As detailed in a prior Clean Energy Law Report, the CAISO proposed its FRAC-MOO requirements to help meet the expected increased need for flexible capacity resources that can ramp up and down quickly and start and shut down potentially multiple times per day to address what the CAISO described as a “significant transformation” taking place on the CAISO-controlled grid in terms of increasing deployment of renewable energy-based variable energy resources, including the possible deployment of 12,000 megawatts of distributed generation resources being contemplated under state policies. In its filing, the CAISO relied on studies showing (as illustrated in the CAISO’s well-known “duck chart” (as excerpted from filing)) the heightened level of uncertainty and variability of operating conditions on the CAISO-controlled grid.

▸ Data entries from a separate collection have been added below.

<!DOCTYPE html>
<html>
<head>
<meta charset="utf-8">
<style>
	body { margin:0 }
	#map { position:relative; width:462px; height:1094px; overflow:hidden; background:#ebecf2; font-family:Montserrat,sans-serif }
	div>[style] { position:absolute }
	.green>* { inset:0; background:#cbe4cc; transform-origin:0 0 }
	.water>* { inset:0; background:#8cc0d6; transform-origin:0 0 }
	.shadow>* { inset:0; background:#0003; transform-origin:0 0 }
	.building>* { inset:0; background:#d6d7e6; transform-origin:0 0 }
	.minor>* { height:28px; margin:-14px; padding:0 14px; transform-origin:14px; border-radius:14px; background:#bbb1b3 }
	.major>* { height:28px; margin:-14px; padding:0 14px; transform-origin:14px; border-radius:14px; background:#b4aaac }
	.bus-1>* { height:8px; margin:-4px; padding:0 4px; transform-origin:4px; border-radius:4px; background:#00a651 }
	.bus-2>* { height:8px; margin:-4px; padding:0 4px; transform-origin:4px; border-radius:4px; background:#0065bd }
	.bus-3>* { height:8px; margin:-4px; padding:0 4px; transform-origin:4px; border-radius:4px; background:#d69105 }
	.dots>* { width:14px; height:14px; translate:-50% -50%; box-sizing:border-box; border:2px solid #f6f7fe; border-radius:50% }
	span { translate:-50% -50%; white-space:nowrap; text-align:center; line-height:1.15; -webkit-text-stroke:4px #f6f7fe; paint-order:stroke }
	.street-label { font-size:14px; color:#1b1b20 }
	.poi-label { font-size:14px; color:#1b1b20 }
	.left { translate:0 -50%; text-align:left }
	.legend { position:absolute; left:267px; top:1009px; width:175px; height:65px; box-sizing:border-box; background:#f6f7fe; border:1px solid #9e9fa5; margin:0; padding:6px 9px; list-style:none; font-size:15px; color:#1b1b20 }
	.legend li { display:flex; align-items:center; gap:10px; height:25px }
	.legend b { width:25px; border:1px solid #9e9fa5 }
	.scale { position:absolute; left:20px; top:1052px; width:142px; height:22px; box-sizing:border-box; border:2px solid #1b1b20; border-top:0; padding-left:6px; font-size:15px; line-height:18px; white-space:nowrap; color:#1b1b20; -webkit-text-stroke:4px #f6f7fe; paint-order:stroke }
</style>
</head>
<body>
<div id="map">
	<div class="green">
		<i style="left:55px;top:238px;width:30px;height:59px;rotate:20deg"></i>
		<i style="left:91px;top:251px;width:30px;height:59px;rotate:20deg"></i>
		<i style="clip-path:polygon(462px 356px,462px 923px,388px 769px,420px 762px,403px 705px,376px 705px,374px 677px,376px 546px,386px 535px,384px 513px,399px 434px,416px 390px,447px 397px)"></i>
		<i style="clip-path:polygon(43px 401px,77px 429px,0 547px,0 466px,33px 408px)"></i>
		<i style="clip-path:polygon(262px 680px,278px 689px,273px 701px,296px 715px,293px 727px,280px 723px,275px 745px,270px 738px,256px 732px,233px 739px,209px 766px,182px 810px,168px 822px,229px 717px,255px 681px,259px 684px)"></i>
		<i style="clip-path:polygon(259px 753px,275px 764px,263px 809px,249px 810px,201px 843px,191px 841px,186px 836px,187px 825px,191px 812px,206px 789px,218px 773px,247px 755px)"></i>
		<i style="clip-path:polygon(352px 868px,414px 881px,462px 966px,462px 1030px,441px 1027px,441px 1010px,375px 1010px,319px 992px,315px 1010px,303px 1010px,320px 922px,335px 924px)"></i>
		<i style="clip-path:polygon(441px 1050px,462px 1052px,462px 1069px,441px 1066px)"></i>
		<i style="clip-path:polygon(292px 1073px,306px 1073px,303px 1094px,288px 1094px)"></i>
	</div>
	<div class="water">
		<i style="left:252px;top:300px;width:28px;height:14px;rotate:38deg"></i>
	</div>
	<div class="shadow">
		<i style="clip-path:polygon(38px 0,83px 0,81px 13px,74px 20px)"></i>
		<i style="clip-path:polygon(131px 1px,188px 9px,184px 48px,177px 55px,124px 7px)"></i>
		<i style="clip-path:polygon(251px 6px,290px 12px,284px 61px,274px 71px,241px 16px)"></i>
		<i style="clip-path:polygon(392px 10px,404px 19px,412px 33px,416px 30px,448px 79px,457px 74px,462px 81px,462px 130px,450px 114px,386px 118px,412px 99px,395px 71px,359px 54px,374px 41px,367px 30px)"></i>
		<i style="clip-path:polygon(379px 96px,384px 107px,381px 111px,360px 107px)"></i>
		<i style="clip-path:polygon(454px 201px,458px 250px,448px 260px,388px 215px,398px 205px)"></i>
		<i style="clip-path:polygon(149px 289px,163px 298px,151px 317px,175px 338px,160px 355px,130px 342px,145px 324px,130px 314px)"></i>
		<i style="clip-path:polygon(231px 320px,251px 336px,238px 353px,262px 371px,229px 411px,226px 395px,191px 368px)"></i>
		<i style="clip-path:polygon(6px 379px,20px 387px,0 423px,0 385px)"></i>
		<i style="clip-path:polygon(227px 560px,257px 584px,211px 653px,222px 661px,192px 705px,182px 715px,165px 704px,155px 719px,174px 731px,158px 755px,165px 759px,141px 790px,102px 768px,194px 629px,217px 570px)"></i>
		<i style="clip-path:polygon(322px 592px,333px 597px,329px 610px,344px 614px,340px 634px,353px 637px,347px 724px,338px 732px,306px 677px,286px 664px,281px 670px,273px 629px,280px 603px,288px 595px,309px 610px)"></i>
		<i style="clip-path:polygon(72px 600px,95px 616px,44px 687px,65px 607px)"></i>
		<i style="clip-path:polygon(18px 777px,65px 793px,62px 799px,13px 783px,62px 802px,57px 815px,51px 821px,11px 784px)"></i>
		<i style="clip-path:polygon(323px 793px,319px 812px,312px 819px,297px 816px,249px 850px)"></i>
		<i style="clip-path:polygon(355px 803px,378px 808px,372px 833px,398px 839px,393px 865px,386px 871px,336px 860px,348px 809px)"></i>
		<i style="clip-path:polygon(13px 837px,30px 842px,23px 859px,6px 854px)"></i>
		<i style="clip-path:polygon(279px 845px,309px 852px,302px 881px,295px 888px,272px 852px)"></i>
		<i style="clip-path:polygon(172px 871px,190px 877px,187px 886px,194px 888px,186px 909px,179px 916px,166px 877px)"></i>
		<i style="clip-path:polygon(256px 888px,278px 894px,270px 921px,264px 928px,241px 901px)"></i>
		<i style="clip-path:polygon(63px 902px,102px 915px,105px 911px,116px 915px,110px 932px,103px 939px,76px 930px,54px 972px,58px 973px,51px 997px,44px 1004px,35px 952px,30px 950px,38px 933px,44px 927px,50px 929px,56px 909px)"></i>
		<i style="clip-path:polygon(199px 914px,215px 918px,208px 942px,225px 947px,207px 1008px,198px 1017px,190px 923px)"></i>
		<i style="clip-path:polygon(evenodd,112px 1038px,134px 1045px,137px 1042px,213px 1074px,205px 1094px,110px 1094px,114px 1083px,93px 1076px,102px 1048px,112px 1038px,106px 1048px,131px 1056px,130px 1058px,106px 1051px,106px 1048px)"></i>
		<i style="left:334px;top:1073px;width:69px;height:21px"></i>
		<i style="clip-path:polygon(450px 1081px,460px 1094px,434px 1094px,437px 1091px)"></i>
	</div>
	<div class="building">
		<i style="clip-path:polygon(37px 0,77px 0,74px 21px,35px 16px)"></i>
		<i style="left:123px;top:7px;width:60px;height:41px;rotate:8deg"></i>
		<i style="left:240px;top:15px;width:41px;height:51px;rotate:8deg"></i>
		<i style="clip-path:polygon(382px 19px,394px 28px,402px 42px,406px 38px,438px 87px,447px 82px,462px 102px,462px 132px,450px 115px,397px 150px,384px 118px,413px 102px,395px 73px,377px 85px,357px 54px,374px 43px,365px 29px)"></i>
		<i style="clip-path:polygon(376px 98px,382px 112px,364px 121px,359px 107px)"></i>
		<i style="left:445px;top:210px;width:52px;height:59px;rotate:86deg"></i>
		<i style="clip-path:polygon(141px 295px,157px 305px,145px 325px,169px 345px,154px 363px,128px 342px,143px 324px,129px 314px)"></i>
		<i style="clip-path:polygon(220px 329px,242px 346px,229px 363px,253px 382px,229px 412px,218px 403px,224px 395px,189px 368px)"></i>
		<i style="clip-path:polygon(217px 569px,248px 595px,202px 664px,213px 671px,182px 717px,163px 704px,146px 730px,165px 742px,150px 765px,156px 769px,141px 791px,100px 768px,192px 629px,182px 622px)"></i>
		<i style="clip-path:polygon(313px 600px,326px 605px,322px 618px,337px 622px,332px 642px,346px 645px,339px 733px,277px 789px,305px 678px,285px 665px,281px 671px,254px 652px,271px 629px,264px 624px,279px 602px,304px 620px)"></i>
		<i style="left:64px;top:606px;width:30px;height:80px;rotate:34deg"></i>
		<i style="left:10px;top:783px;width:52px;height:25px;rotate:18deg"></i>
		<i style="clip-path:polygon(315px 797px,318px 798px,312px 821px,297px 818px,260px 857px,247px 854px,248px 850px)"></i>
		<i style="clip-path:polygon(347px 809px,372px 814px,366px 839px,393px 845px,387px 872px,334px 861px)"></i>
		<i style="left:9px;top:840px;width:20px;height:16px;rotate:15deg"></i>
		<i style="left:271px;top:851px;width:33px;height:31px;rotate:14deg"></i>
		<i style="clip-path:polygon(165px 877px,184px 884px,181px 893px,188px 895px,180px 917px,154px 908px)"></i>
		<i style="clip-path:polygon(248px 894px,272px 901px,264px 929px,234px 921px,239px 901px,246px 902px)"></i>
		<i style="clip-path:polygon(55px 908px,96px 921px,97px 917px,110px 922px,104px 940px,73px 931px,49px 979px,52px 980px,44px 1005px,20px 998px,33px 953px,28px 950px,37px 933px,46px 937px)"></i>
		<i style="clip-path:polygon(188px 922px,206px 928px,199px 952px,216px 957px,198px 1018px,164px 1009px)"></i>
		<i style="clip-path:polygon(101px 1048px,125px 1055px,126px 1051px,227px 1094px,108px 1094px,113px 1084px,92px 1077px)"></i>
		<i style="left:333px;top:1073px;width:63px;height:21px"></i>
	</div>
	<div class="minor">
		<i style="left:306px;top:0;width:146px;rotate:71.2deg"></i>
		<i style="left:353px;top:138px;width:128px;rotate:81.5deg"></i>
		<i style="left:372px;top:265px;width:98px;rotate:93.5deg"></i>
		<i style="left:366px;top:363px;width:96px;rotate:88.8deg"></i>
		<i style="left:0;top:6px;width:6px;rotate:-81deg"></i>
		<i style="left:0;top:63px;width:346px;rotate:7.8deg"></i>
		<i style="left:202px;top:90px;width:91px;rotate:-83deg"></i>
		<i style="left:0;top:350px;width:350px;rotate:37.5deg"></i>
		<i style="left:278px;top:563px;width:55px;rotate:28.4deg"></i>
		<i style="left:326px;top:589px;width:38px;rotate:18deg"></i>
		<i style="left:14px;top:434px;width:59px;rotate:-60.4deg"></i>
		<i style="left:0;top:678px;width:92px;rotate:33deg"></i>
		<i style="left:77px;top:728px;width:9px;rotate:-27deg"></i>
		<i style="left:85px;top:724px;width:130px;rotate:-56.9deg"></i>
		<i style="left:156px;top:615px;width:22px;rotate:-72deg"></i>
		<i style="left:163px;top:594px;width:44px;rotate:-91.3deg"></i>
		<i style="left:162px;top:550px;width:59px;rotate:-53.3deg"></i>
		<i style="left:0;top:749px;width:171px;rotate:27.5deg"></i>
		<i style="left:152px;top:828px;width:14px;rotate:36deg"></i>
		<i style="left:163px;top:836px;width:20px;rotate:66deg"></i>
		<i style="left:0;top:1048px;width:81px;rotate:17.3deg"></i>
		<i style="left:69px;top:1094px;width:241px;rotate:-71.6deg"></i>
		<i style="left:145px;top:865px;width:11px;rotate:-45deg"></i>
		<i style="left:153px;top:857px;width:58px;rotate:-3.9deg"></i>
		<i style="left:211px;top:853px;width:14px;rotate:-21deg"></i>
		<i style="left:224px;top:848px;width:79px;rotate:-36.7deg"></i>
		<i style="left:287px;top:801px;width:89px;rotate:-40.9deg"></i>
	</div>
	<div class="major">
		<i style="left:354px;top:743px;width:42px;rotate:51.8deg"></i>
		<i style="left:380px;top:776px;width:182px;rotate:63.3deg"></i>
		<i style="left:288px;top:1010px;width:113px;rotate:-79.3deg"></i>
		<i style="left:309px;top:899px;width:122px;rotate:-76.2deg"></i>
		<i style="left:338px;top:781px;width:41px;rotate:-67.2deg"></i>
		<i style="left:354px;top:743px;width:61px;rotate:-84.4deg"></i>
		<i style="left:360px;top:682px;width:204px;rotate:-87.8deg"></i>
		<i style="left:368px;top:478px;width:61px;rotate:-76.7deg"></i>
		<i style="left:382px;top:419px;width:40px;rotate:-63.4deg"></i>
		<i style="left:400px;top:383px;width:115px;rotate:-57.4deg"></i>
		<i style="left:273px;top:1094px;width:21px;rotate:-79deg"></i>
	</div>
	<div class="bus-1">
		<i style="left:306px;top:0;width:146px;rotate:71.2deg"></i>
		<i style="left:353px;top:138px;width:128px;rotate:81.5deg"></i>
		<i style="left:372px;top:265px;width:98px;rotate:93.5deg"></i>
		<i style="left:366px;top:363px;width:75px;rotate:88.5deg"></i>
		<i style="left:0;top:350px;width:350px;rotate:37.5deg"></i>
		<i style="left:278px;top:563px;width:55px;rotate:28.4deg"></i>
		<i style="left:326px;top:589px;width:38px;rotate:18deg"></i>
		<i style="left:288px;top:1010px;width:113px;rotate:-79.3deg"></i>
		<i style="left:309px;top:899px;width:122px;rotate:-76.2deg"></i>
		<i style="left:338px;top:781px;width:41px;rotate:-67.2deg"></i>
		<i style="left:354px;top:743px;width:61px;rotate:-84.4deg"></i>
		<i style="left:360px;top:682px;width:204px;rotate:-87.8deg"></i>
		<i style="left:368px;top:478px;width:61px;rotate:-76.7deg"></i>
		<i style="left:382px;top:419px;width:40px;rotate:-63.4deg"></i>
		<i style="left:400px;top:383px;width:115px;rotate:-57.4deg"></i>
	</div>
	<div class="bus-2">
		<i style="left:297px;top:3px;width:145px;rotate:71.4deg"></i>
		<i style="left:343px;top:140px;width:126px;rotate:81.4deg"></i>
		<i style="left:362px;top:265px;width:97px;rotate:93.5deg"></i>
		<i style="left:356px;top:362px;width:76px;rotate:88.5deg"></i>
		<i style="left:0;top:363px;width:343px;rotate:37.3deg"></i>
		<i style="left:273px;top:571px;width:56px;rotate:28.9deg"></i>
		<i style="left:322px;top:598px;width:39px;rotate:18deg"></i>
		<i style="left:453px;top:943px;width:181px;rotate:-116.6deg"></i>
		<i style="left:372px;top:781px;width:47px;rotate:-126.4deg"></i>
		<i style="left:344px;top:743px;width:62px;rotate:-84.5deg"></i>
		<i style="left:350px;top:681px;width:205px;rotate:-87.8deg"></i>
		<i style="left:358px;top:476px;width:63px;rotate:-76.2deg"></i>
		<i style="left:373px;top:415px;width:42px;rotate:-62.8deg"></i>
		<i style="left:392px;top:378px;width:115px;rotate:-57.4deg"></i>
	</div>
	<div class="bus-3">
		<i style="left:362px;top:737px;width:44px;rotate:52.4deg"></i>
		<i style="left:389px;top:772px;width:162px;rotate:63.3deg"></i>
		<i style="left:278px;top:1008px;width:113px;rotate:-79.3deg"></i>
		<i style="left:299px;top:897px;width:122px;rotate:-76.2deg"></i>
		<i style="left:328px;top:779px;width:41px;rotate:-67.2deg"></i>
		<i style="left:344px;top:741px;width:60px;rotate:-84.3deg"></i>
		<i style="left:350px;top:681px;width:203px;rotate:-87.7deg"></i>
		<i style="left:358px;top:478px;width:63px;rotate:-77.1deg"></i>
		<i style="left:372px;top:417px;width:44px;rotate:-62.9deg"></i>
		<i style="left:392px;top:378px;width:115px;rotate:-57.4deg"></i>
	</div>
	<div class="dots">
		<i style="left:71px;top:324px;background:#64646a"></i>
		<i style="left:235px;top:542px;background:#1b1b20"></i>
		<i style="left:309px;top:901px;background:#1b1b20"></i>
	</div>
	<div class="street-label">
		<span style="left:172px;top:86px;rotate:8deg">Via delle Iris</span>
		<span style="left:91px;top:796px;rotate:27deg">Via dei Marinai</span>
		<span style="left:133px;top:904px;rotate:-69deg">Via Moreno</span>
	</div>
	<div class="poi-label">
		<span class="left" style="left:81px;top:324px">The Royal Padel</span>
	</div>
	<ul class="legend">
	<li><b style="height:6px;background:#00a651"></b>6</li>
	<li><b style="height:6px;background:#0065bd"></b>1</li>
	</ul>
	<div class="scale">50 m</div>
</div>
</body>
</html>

As detailed in the prior Clean Energy Law Report, the CAISO’s FRAC-MOO proposal contained seven basic elements designed in conjunction with the resource adequacy mechanisms of the California Public Utilities Commission and other local regulatory authorities in California that seek to provide a mechanism for ensuring that flexible capacity resources that want to qualify as FRAC resources submit economic bids into the CAISO-administered markets for energy and ancillary services. These elements are: (1) a needs determination; (2) three flexible capacity categories; (3) the allocation of needs across each of the three flexible capacity categories to local regulatory authorities; (4) month-ahead and year-ahead FRAC showings; (5) the CAISO’s evaluation of those FRAC showings; (6) the MOO associated with each flexible capacity category; and (7) the CAISO’s backstop flexible capacity procurement authority.

FERC conditionally accepted this proposal with only two substantive modifications. First, the CAISO will remove the part of its proposed FRAC-MOO requirements that would calculate an effective flexible capacity value only for those resources that submitted an economic bid for energy in the prior year. Second, the CAISO will include a limited exception from a MOO for use-limited resources, such as hydroelectric generation resources. FERC also directed the CAISO to make a compliance filing (as discussed above), and an informational report filing, 12 months after the FRAC-MOO is implemented.